Cumhurbaşkanı Erdoğan, Malazgirt Zaferi’nin 953. Yıl Dönümü Kutlama Programı’nda yaptığı konuşmada, “Farklılıklarımız üzerinden bizleri ayırmaya çalışanlara, aramıza nifak tohumları ekmeye çalışan fitne odaklarına geçit vermedik, vermeyeceğiz” dedi.
Cumhurbaşkanı Recep Tayyip Erdoğan, Malazgirt Millî Park Alanı’nda düzenlenen Malazgirt Zaferi’nin 953. Yıl Dönümü Kutlama Programı’na katılarak bir konuşma yaptı.
Cumhurbaşkanı Erdoğan, dün Bitlis ve Ahlat’taki programlara katıldıklarını, ilk otağın kurulduğu, ilk okun atıldığı Ahlat’ta gençlerle kucaklaştıklarını anımsattı.
Dün Ahlat Cumhurbaşkanlığı Külliyesinde tarihî kabine toplantısına katılarak önemli mesajlar verildiğine de işaret eden Cumhurbaşkanı Erdoğan, toplantının ardından bölge valileri ve belediye başkanlarıyla bir araya geldiklerini aktardı.
Malazgirt Zaferi’nin, tarihî, istikameti ve ebedî ikameti belirlediğini ifade eden Cumhurbaşkanı Erdoğan, “Anadolu’nun kapılarının bir daha kapanmamak üzere ardına kadar açıldığı bu topraklarda Malazgirt Zaferi’nin 953. seneidevriyesine ulaşmanın bahtiyarlığını yaşıyoruz.
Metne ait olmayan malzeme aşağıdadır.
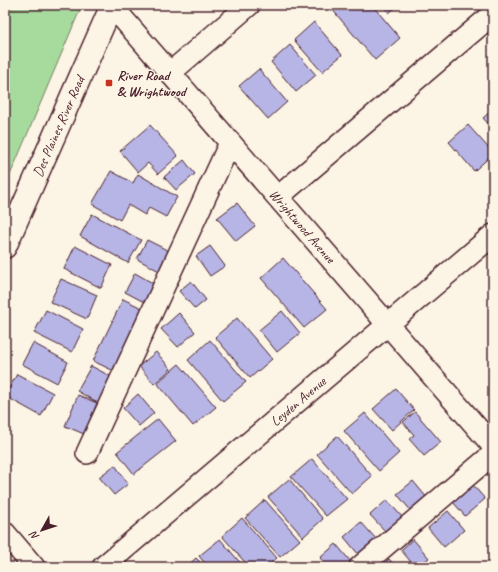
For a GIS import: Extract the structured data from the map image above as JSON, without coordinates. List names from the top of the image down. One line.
{"streets":{"main road":["Des Plaines River Road"],"street":["Wrightwood Avenue","Leyden Avenue"]},"crossings":[["Des Plaines River Road","Wrightwood Avenue"],["Wrightwood Avenue","Leyden Avenue"]],"places":{"transit":["River Road & Wrightwood"]},"north":"bottom left"}
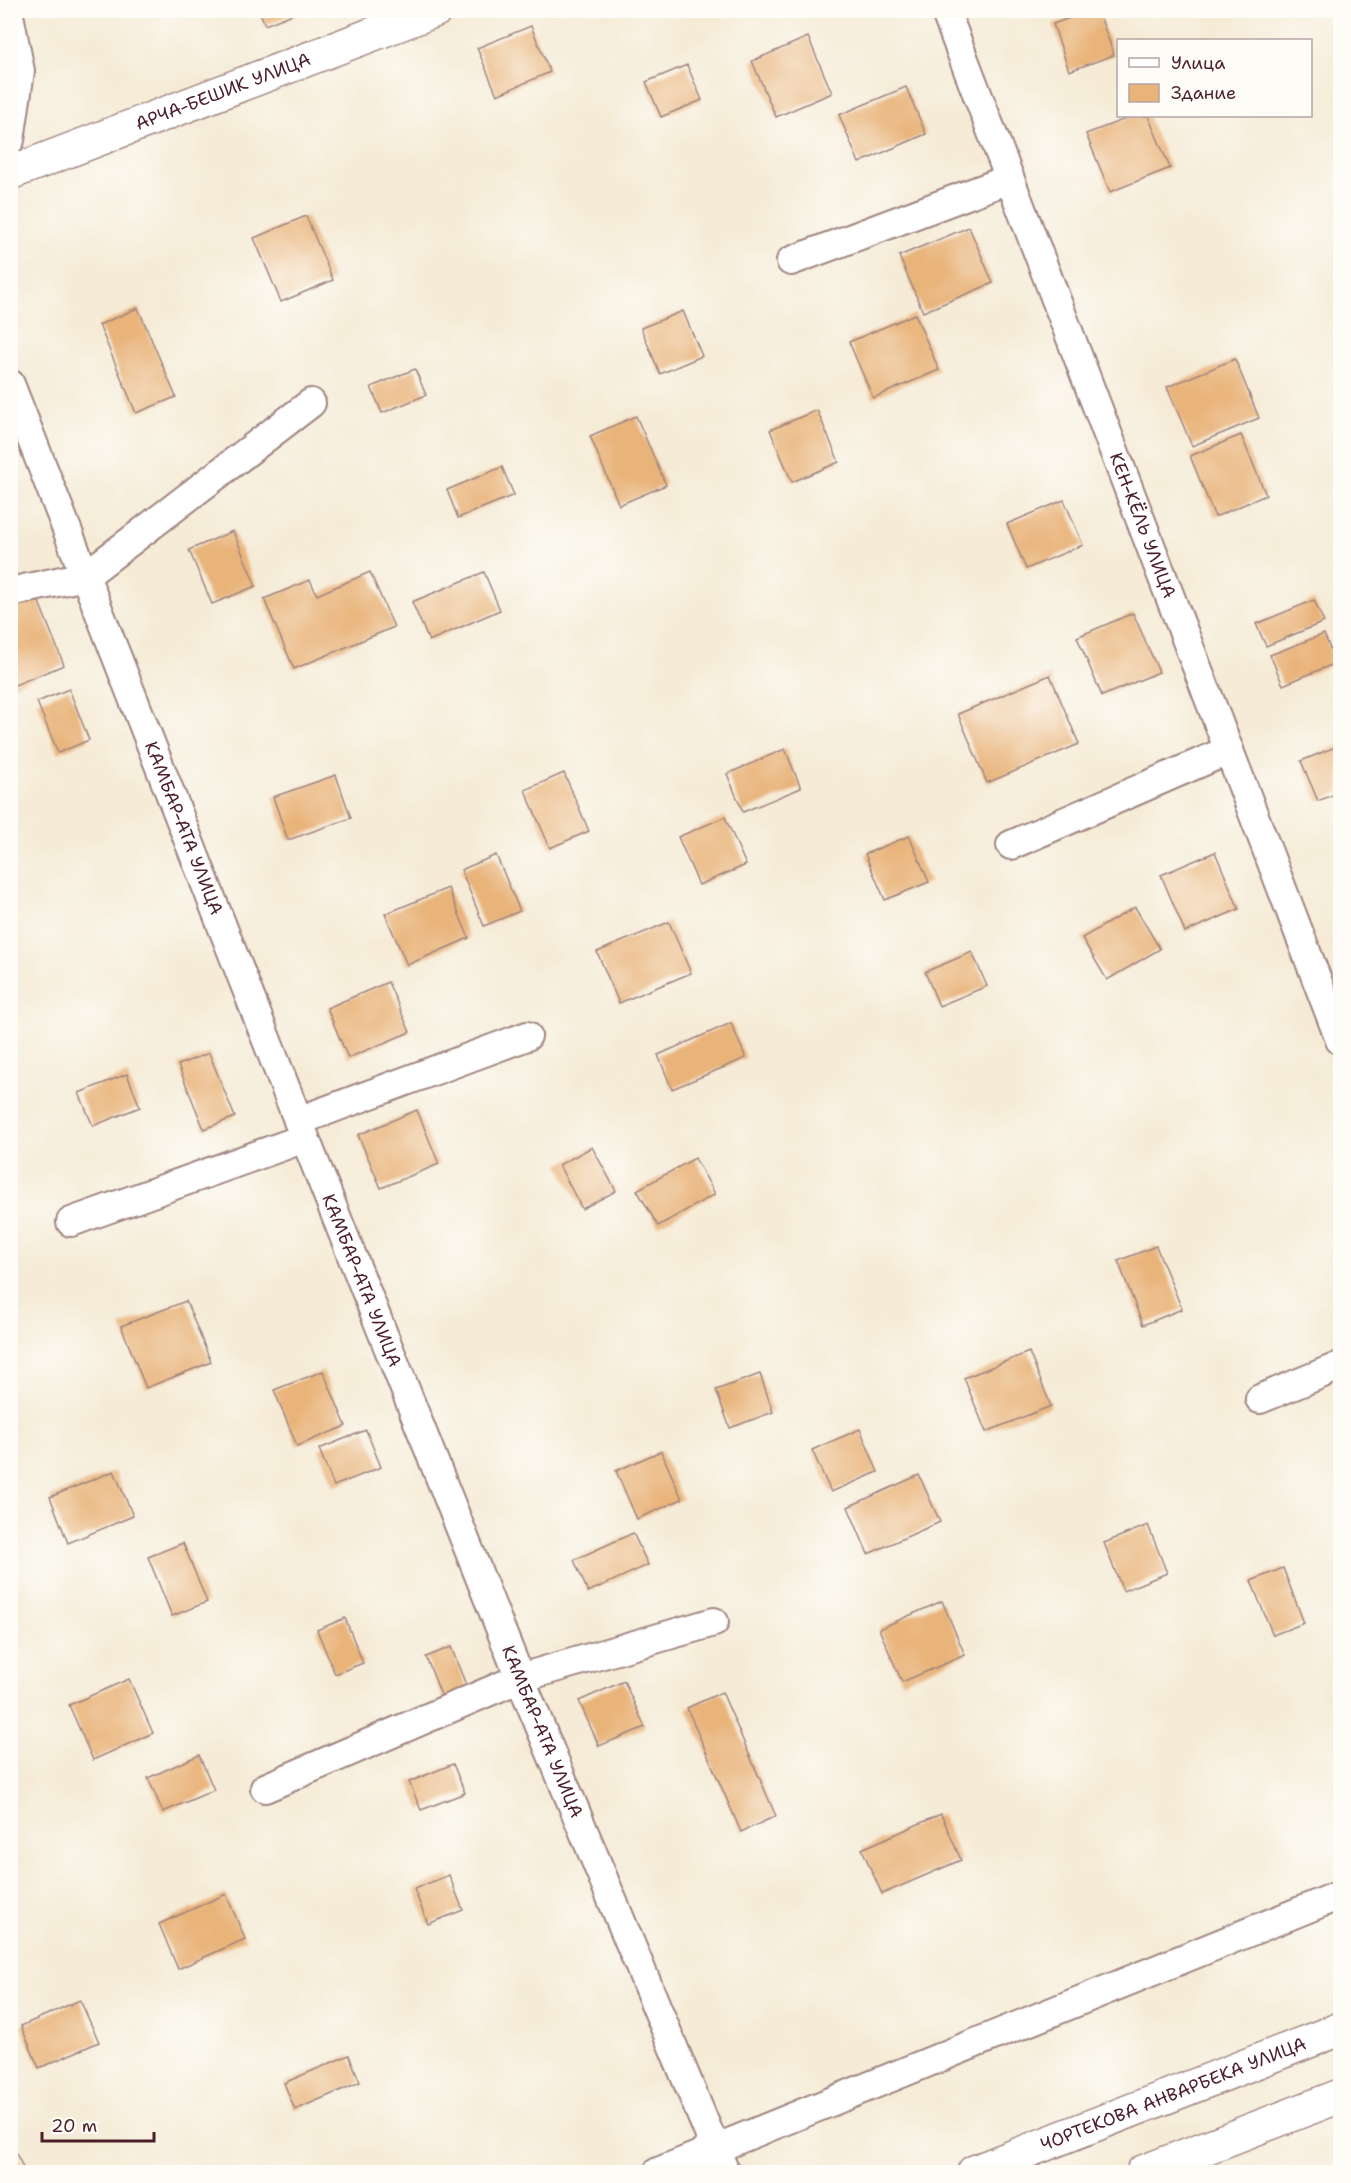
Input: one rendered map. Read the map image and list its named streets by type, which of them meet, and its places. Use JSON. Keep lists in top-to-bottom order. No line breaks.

Bugün 85 milyon olarak hep beraber şanlı zaferin yıl dönümünü gururla, minnetle tam 953 yıldır değişmeyen heyecanla kutluyoruz” şeklinde konuştu.
“MALAZGİRT, VAHDETİN VE ZULME KARŞI KENETLENMENİN ZAFERİDİR”
Cumhurbaşkanı Erdoğan, “Bir cuma sabahı, semaya karşı, Malazgirt’te 54 bin er, bestelediler en güzel marşı: Allahu ekber, Allahu ekber” dizelerine atıfta bulunarak, “Bu mısralara ilham veren o günkü imanla, o günkü cesaretle, o günkü adanmışlıkla bugün yine Malazgirt’teyiz” dedi.
Sultan Alparslan’ı ve askerlerini rahmet ve minnetle yâd eden Cumhurbaşkanı Erdoğan, “İlk fetih hareketlerinden bugüne kadar ezan susmasın, bayrak inmesin, ocak sönmesin diye, milletimiz huzur içinde alnı ak yaşasın diye, üzerimize yabancı gölgeler düşmesin, istiklalimize halel gelmesin diye şehit olan, gazi olan tüm kahramanlarımızı şükranla anıyorum” ifadelerini kullandı.
Cumhurbaşkanı Erdoğan, Malazgirt Zaferi’nin, milletin binlerce yıllık birlik ve dirlik şuurunun, zulme ve zalime karşı duruşunun destanlarından biri olduğuna vurgu yaparak, “Malazgirt, vahdetin ve zulme karşı kenetlenmenin zaferidir. Bundan tam 953 yıl önce Sultan Alparslan atının üzerindeyken askerine şöyle seslenmişti; ‘Eğer şehit olursam bu beyaz elbise kefenim olsun. Ben nefsimi Allah’a adadım. Benim için şehadet de muzaffer olmak da bir saadettir. Zaferi kazanırsak istikbal bizimdir’ O büyük sultan, 953 sene önce Malazgirt Zaferi ile istikbalin bizim olacağını müjdelemişti” diye konuştu.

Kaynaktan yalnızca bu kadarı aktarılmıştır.